Only one stretch of the data below should be repeated: the lines from the line containing "Read this street" through the line containing "Serialize what can", inclusive, exactly as they are.
*** SUPPLIED MATERIAL ***
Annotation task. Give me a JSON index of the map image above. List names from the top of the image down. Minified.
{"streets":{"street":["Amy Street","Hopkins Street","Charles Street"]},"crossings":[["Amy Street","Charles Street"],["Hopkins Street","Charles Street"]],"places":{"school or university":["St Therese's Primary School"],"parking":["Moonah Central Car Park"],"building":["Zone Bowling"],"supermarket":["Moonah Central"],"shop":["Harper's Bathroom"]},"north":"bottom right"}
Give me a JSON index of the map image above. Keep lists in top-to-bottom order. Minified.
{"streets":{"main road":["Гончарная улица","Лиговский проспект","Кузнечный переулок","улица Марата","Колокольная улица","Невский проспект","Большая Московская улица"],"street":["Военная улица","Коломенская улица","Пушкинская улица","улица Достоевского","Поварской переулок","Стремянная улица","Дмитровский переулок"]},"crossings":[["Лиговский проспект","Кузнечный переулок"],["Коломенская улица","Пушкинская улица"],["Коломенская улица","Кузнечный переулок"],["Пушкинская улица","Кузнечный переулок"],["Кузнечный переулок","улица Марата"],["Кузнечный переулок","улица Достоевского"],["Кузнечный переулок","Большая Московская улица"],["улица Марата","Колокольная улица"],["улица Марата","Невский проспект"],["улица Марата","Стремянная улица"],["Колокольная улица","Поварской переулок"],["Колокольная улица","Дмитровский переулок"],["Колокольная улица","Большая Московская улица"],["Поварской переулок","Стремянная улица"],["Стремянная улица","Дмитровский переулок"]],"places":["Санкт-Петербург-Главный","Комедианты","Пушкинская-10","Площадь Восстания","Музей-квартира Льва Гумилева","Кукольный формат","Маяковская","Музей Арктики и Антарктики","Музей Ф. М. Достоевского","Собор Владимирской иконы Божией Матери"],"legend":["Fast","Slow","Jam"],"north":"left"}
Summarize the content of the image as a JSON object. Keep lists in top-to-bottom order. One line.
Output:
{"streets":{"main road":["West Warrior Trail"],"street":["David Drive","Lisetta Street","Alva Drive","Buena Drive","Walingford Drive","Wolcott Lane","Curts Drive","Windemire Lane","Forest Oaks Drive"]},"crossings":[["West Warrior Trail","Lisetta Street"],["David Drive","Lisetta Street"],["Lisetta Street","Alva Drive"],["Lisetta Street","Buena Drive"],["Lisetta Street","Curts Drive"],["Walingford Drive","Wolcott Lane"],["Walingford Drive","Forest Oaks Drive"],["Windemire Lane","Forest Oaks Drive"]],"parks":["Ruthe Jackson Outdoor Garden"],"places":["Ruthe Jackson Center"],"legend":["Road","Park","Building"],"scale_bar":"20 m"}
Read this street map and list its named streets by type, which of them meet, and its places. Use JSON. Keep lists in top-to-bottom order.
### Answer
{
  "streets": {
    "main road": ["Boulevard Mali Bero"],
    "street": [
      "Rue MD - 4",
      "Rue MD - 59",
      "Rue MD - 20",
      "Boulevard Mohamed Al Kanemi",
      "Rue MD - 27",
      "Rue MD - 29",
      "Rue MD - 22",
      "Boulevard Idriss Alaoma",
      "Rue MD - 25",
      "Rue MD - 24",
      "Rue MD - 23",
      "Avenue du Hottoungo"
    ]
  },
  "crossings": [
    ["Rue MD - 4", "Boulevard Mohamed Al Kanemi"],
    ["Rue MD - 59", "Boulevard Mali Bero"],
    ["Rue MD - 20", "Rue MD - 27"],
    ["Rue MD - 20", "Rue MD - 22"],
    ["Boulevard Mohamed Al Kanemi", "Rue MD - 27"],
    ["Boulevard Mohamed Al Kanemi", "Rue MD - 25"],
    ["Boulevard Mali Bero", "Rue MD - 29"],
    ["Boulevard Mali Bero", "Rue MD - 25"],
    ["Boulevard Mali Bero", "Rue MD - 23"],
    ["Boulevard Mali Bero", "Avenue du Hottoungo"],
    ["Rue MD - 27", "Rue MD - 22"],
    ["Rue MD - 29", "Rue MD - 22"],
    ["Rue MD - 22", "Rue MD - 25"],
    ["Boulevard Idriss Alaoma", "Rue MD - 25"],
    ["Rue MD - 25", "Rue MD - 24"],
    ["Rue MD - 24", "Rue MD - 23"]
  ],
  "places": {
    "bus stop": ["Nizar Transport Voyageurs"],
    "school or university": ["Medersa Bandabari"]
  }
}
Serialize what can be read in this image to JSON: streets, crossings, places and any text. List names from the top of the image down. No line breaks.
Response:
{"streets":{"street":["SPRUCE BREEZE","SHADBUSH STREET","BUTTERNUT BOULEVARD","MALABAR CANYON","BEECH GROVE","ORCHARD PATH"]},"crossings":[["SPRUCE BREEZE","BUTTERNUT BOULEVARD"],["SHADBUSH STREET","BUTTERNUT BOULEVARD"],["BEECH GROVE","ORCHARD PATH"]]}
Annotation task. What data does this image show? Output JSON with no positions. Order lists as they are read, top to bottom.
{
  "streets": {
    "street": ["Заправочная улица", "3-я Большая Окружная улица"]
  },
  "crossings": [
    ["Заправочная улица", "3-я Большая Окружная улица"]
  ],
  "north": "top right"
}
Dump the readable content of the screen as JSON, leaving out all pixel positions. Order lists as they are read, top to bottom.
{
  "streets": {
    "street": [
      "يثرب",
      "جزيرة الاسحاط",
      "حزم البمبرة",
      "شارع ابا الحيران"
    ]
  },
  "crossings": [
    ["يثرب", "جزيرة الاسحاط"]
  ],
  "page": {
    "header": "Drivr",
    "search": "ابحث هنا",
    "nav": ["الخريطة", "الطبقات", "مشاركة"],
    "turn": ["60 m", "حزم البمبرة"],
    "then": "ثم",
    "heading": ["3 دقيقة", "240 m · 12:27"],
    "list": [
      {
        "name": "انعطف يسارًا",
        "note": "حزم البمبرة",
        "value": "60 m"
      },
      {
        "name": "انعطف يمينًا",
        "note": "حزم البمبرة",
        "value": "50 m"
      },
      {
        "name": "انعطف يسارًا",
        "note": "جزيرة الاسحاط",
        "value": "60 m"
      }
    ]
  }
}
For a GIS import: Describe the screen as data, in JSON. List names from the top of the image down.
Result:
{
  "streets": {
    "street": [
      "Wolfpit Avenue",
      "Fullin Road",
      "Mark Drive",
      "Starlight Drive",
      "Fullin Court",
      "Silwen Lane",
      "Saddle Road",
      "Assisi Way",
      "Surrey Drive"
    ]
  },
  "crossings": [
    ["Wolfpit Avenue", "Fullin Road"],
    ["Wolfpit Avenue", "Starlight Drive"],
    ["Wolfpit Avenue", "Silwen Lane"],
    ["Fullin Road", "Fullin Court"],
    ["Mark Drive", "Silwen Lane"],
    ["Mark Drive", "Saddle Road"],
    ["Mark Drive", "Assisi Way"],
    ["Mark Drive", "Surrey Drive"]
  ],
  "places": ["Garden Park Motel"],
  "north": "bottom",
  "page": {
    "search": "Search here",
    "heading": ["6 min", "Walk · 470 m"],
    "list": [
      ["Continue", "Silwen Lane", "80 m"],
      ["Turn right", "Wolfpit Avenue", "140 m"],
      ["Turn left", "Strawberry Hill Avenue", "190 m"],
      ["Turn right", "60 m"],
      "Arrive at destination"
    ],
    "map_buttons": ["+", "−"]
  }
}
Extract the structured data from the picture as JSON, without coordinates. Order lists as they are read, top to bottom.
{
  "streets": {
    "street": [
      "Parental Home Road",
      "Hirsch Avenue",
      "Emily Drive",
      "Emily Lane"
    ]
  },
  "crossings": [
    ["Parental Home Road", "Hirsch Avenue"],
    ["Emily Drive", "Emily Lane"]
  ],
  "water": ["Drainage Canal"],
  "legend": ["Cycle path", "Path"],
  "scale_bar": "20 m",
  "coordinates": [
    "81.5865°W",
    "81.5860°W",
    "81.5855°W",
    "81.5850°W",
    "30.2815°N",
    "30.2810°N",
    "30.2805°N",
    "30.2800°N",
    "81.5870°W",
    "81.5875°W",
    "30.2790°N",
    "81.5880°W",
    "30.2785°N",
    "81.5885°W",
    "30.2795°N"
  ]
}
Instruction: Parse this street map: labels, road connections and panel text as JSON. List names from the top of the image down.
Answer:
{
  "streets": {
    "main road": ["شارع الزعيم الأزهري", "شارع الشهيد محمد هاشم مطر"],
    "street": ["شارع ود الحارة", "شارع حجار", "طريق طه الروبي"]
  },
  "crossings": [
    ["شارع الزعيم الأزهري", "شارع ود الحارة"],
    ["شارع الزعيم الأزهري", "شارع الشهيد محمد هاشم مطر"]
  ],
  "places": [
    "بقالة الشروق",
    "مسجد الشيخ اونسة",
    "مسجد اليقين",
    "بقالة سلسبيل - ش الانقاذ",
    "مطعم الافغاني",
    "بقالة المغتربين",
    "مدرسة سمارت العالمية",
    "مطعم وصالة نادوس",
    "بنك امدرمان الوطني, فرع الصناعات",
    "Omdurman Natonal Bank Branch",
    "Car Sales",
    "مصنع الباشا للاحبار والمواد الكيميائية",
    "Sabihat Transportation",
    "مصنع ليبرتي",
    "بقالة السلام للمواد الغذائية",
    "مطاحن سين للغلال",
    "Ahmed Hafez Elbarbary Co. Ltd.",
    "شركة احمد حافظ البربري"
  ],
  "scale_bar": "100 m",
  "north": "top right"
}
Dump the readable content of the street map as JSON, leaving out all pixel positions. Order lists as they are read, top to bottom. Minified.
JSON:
*** End of SUPPLIED MATERIAL ***
■ RESPONSE BELOW ■
Read this street map and list its named streets by type, which of them meet, and its places. Use JSON. Keep lists in top-to-bottom order.
### Answer
{
  "streets": {
    "main road": ["Boulevard Mali Bero"],
    "street": [
      "Rue MD - 4",
      "Rue MD - 59",
      "Rue MD - 20",
      "Boulevard Mohamed Al Kanemi",
      "Rue MD - 27",
      "Rue MD - 29",
      "Rue MD - 22",
      "Boulevard Idriss Alaoma",
      "Rue MD - 25",
      "Rue MD - 24",
      "Rue MD - 23",
      "Avenue du Hottoungo"
    ]
  },
  "crossings": [
    ["Rue MD - 4", "Boulevard Mohamed Al Kanemi"],
    ["Rue MD - 59", "Boulevard Mali Bero"],
    ["Rue MD - 20", "Rue MD - 27"],
    ["Rue MD - 20", "Rue MD - 22"],
    ["Boulevard Mohamed Al Kanemi", "Rue MD - 27"],
    ["Boulevard Mohamed Al Kanemi", "Rue MD - 25"],
    ["Boulevard Mali Bero", "Rue MD - 29"],
    ["Boulevard Mali Bero", "Rue MD - 25"],
    ["Boulevard Mali Bero", "Rue MD - 23"],
    ["Boulevard Mali Bero", "Avenue du Hottoungo"],
    ["Rue MD - 27", "Rue MD - 22"],
    ["Rue MD - 29", "Rue MD - 22"],
    ["Rue MD - 22", "Rue MD - 25"],
    ["Boulevard Idriss Alaoma", "Rue MD - 25"],
    ["Rue MD - 25", "Rue MD - 24"],
    ["Rue MD - 24", "Rue MD - 23"]
  ],
  "places": {
    "bus stop": ["Nizar Transport Voyageurs"],
    "school or university": ["Medersa Bandabari"]
  }
}
Serialize what can be read in this image to JSON: streets, crossings, places and any text. List names from the top of the image down. No line breaks.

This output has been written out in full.